The UK is beset by an enemy within. The enemy is not the unemployed, it’s certainly not people with disabilities, the sick or immigrants.
Nor is the enemy the businesses, large and small, which want to employ people and pay their fair contribution to taxes and employers national insurance. The enemy isn’t even the UKIP, which is more a menace to commonsense than an enemy per se.
The enemy within the UK is the cabal of millionaires and opportunists on the petty-left whose modus operandi is the pursuit of electoral power without economic responsibility, and whose proposed method of achieving their goal is the purchase of a class of people at the cost of the stability of the whole nation.

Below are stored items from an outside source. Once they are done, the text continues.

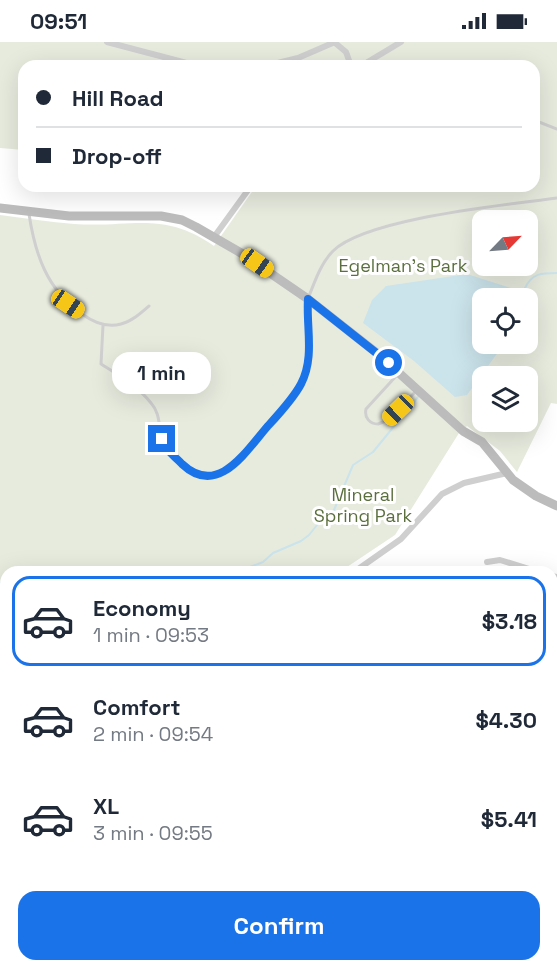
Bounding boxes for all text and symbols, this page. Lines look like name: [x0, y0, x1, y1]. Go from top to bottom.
text: 09:51: [30, 7, 87, 35]
text: Hill Road: [72, 84, 163, 112]
text: Drop-off: [72, 142, 162, 170]
north arrow: [472, 210, 538, 276]
map controls: [472, 210, 538, 432]
car: [237, 245, 277, 281]
park label: Egelman's Park: [338, 254, 468, 277]
car: [48, 286, 88, 322]
button: locate: [472, 288, 538, 354]
route start: [375, 349, 402, 376]
callout: 1 min: [112, 352, 212, 394]
text: 1 min: [137, 360, 186, 386]
button: layers: [472, 366, 538, 432]
car: [379, 391, 417, 429]
route end: [148, 425, 175, 452]
park label: Mineral Spring Park: [314, 483, 413, 527]
icon: car: [21, 594, 75, 648]
text: Economy: [93, 594, 191, 622]
text: $3.18: [482, 607, 537, 635]
text: 1 min · 09:53: [93, 622, 209, 648]
icon: car: [21, 693, 75, 747]
text: Comfort: [93, 693, 181, 721]
text: $4.30: [475, 706, 537, 734]
text: 2 min · 09:54: [93, 721, 213, 747]
icon: car: [21, 792, 75, 846]
text: XL: [93, 792, 119, 820]
text: $5.41: [481, 805, 537, 833]
text: 3 min · 09:55: [93, 820, 213, 846]
button: Confirm: [18, 891, 540, 960]

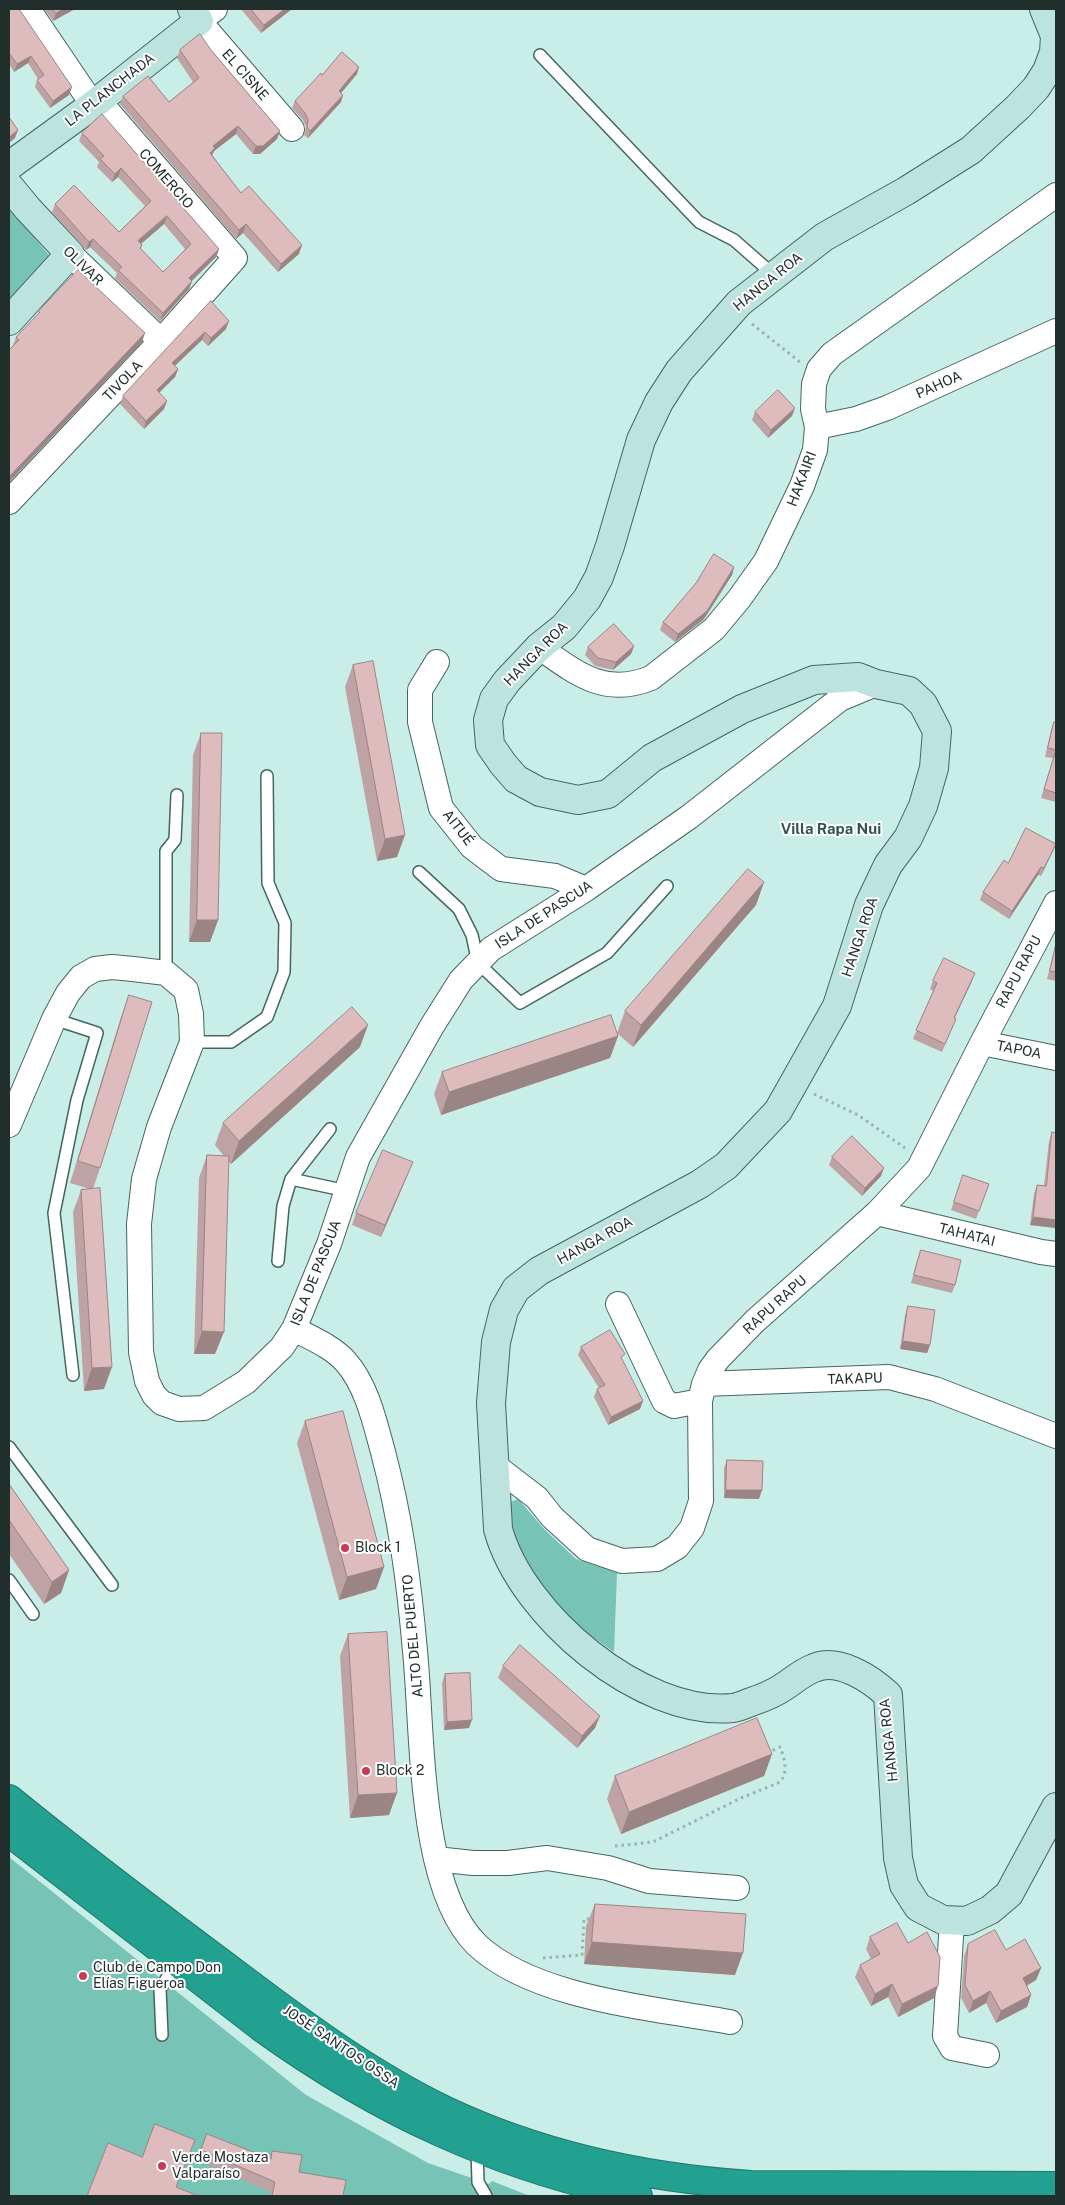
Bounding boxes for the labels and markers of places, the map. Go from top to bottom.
place label: Block 1 [355,1540,401,1556]
marker: Block 1 [339,1542,351,1554]
place label: Block 2 [376,1763,424,1779]
marker: Block 2 [360,1765,372,1777]
place label: Club de Campo Don Elías Figueroa [93,1960,221,1992]
marker: Club de Campo Don Elías Figueroa [77,1970,89,1982]
place label: Verde Mostaza Valparaíso [172,2150,269,2182]
marker: Verde Mostaza Valparaíso [156,2160,168,2172]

Labour’s way of winning power is to convince the downtrodden, the unemployed and the poor that the world is against them, in the shape of the Conservatives who deny them their right to their benefits. They carefully construct an idea of society where everybody is eligible to receive something from someone else – they seek to assert that everybody’s needs can be met by the rich, until it becomes pretty clear that what Labour means by rich is anybody they haven’t made clients of, plus you and me, but not the millionaires at the top of the Labour pile.
The Labour way of winning power is to reinforce their carefully constructed client state through the promise of yet more bounties to come for those who seek to strive for nothing. They will oppose the plans to help more people with milder disabilities into work and they will outright reject those plans which make it more difficult for people without a genuine reason not to work.
They will seek to encourage those in underoccupied houses that they have a right to keep their empty rooms and that the tories are vicious in their attempt to free up the larger housing stock for larger families.
They will seek to portray the tories as the party dismantling the NHS, when in reality the health service started almost actively killing people and seeking to cover it up under Labour’s last watch – and actual spending on the NHS has risen every year under the coalition.
They will promise more spending and less taxation. They will oppose every cut without exception. They will welcome none of the measures introduced to make the welfare system fairer and encourage people to work. They will seek to demonise businesses and lead the chorus of indignation when the necessary steps to generate growth and investment are undertaken.
For every necessary step to be taken to rebuild our economy from the rubble left by the shower of morons in red from the last government, there will be a Labour campaign to spend more money. For every balancing action which seeks to reduce the size but increase the impact of the state for those most in need of its support, Labour will decry what they need to portray as nasty tories doing nasty things.
The economic history of the UK after the war is predictable – Labour comes into power and promises to spend money, and it does, leaving an enormous mess. Conservatives come into power and tell everyone it’ll be a nasty job to undo the mess, and it is. The difference in the past has been that Labour has backed off when it’s been clear that they bore responsibility for the crisis. Not this time – the party prefers to ignore the shame of Labour’s years of spend and ignore the steps needed to fix the problem. Instead of acting as a friend of the recovery, they act as if everything was perfect in 2010 – and seek never to take responsibility for the biggest overrun in spending since records began.
Labour has no interest in a recovery based on a society paying its way. Labour needs clients – a working class to patronise, an urban poor to promise green grass under a red government. Conservatives have an interest in rebuilding our society, supporting communities to support themselves, building growth and employment for all. Conservatives know the enemy within is Labour left alone to coddle the client state – and we should be prepared to name that enemy and shut it down.